PyTorch "Undefined symbol" error when importing SAM ONNX models to cluster #161

marias65 · 2024-04-14T19:18:13Z

Currently trying to follow the segment anything notebook to run sentinel2_segmentation.ipynb but when trying to import SAM's ONNX models to the cluster with ! python ../../scripts/export_sam_models.py --models vit_b, I run into an error that says "ImportError: /home/msbksan/micromamba/envs/segment_anything_cpu/lib/python3.8/site-packages/torch/lib/libtorch_cpu.so: undefined symbol: iJIT_NotifyEvent"

The text was updated successfully, but these errors were encountered:

rafaspadilha · 2024-04-15T13:37:40Z

Hi, @marias65. I couldn't reproduce your error on my machine but found a few similar issues here and here that the cause might be installing pytorch via conda and a possible solution would be pointing to the CPU wheel during installation.

Quick question: are you able to import PyTorch in the segment_anything_cpy environment?

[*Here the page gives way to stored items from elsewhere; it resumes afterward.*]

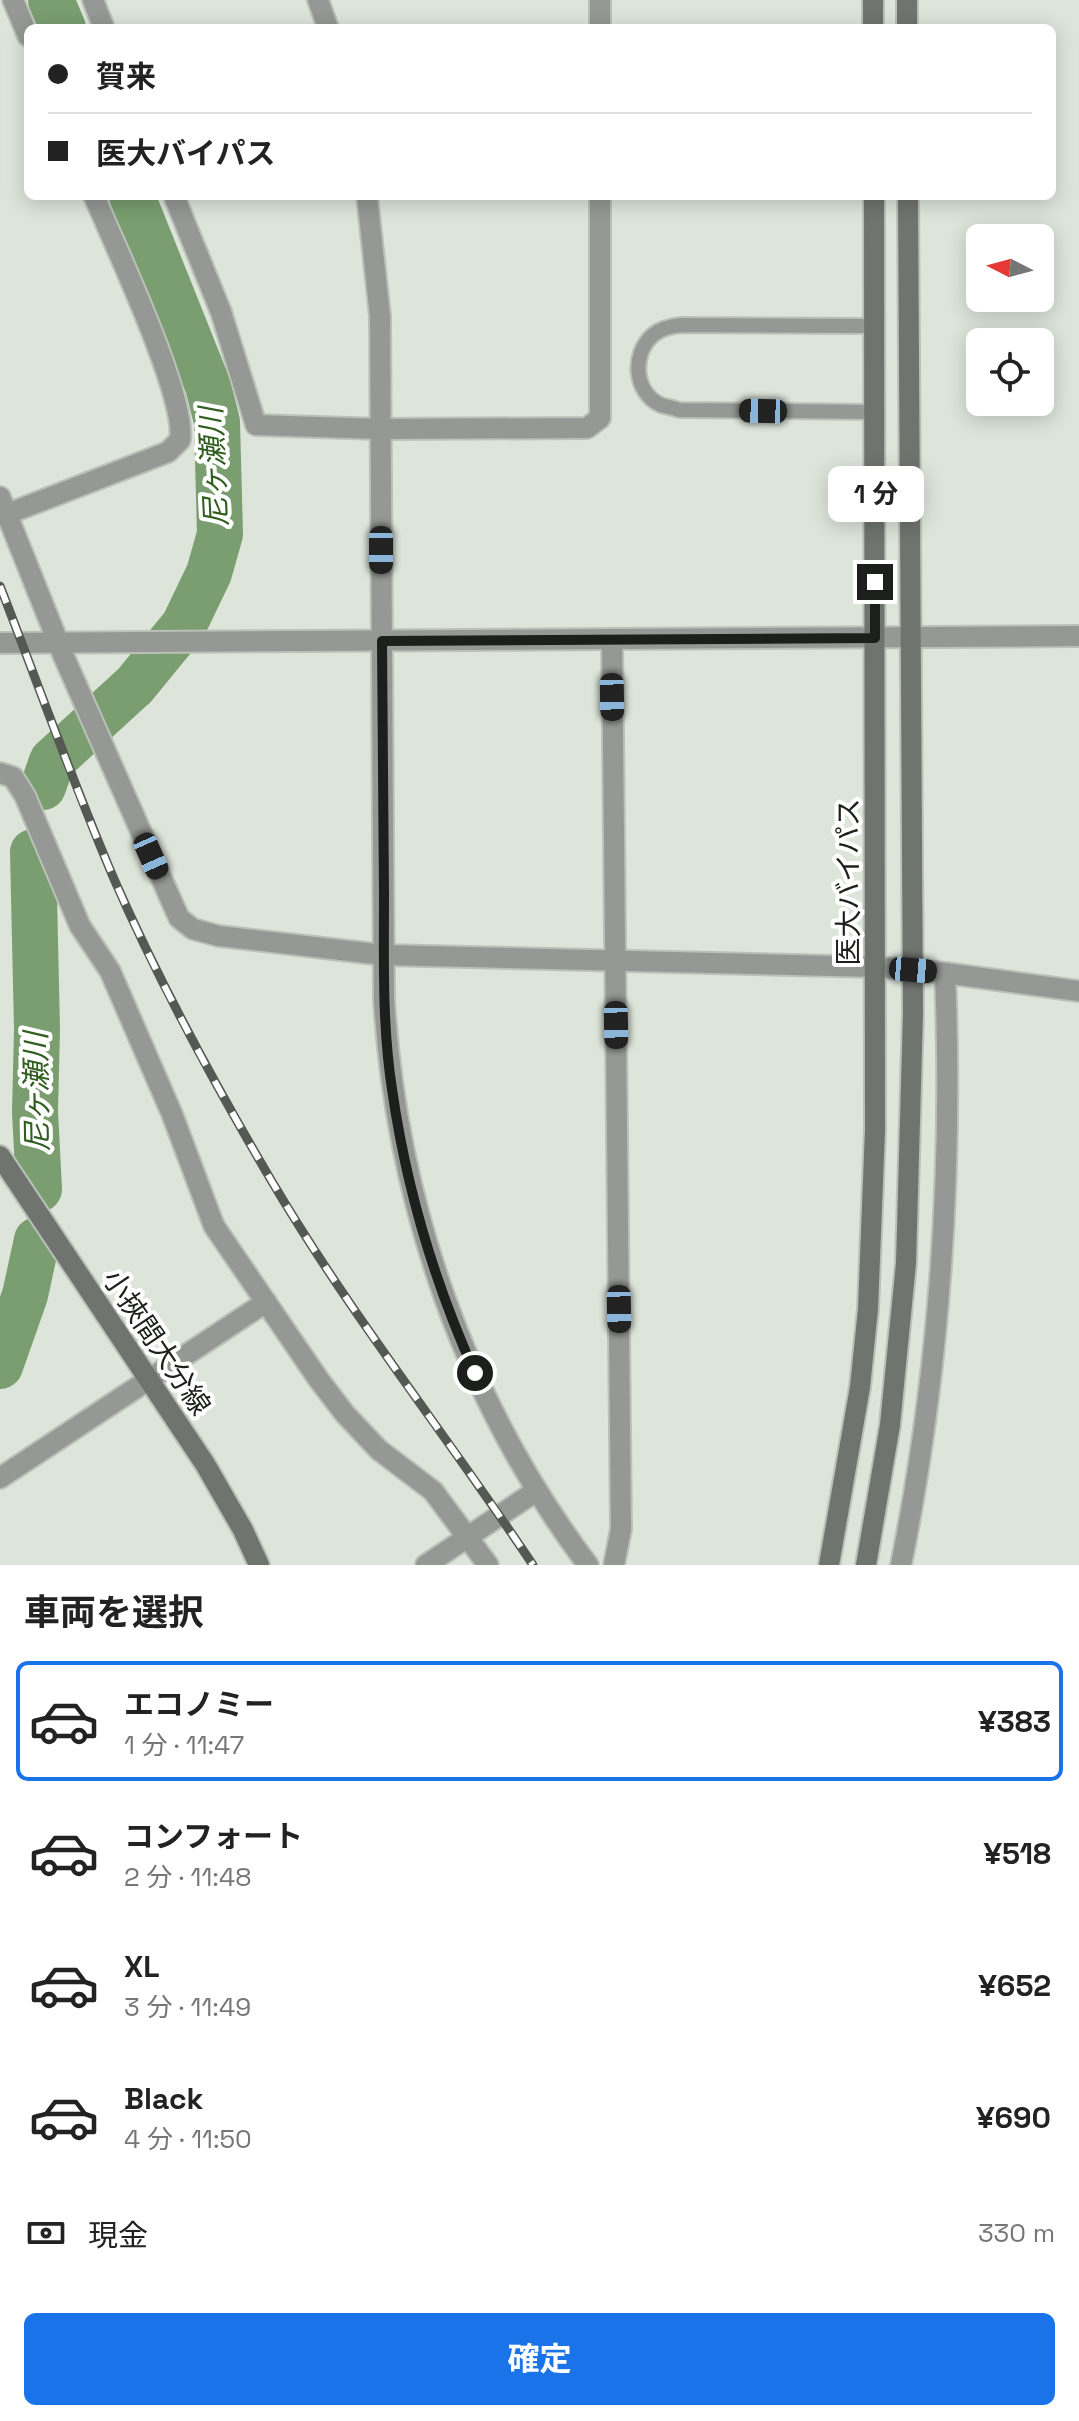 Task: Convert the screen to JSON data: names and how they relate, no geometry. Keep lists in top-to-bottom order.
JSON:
{
  "streets": {
    "main road": ["医大バイパス", "小挾間大分線"]
  },
  "water": ["尼ヶ瀬川"],
  "north": "left",
  "page": {
    "banner": ["賀来", "医大バイパス"],
    "bubble": "1 分",
    "heading": "車両を選択",
    "list": [
      {
        "name": "エコノミー",
        "note": "1 分 · 11:47",
        "value": "¥383"
      },
      {
        "name": "コンフォート",
        "note": "2 分 · 11:48",
        "value": "¥518"
      },
      {
        "name": "XL",
        "note": "3 分 · 11:49",
        "value": "¥652"
      },
      {
        "name": "Black",
        "note": "4 分 · 11:50",
        "value": "¥690"
      }
    ],
    "pay": ["現金", "330 m"],
    "buttons": "確定"
  }
} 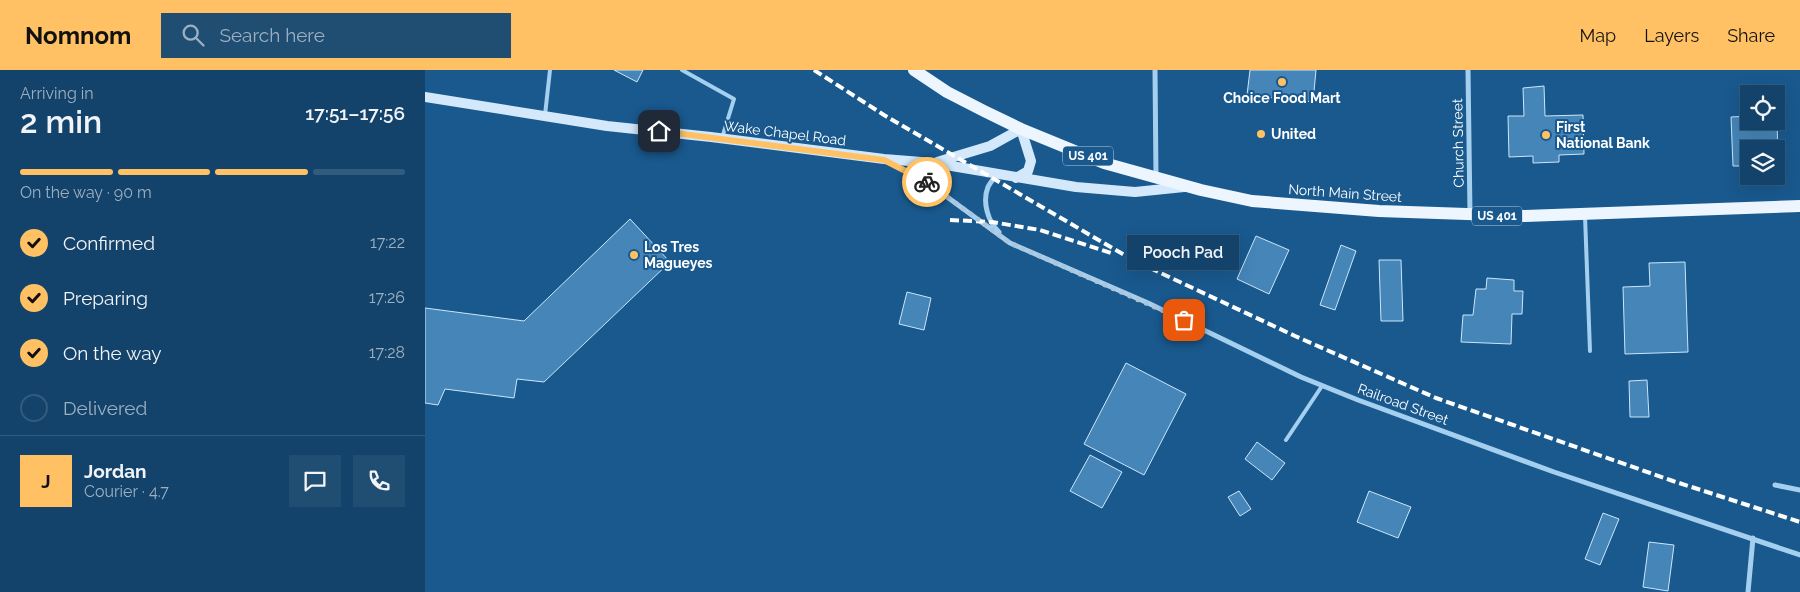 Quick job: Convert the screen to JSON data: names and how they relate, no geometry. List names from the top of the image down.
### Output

$ python -c "import torch; print(torch.__version__)"

I was able to set up a new environment with the latest version of PyTorch and run the script to export the model to ONNX files. Could I ask you to try on your end as well?

Please change the env_cpy.yaml, commenting the pip lines as below:

name: new_segment_anything_cpu
channels:
  - pytorch
  - nvidia
  - conda-forge
  - defaults
dependencies:
  - python==3.8.*
  - geopandas~=0.11.1
  - ipython~=8.5.0
  - ipywidgets~=8.0.2
  - jupyter~=1.0.0
  - matplotlib~=3.6.0
  - numpy~=1.23.3
  # - pytorch=2.0.0=py3.8_cpu_0
  # - torchvision=0.15.0=py38_cpu
  # - torchaudio=2.0.0=py38_cpu
  - pip~=22.2.0
  - pandas~=1.5.0
  - rasterio~=1.3.2
  - shapely~=1.8.4
  - tqdm~=4.64.1
  - scikit-image~=0.20.0
  # - pip:
  #     - git+https://github.com/facebookresearch/segment-anything.git
  #     - ../../src/vibe_core
  #     - cartopy~=0.21.0
  #     - xarray~=2022.10.0
  #     - ipympl~=0.9.3
  #     - onnx~=1.14.0
  #     - onnxruntime~=1.15.0

Once the env is created, please activate it and install the pip packages:

$ micromamba activate new_segment_anything_cpu
$ pip install torch torchvision torchaudio --index-url https://download.pytorch.org/whl/cpu
$ pip install git+https://github.com/facebookresearch/segment-anything.git 
$ pip install ../../src/vibe_core 
$ pip install cartopy~=0.21.0 xarray~=2022.10.0 ipympl~=0.9.3 onnx~=1.14.0 onnxruntime~=1.15.0

Make sure the path to src/vibe_core is correct on the $ pip install ../../src/vibe_core command.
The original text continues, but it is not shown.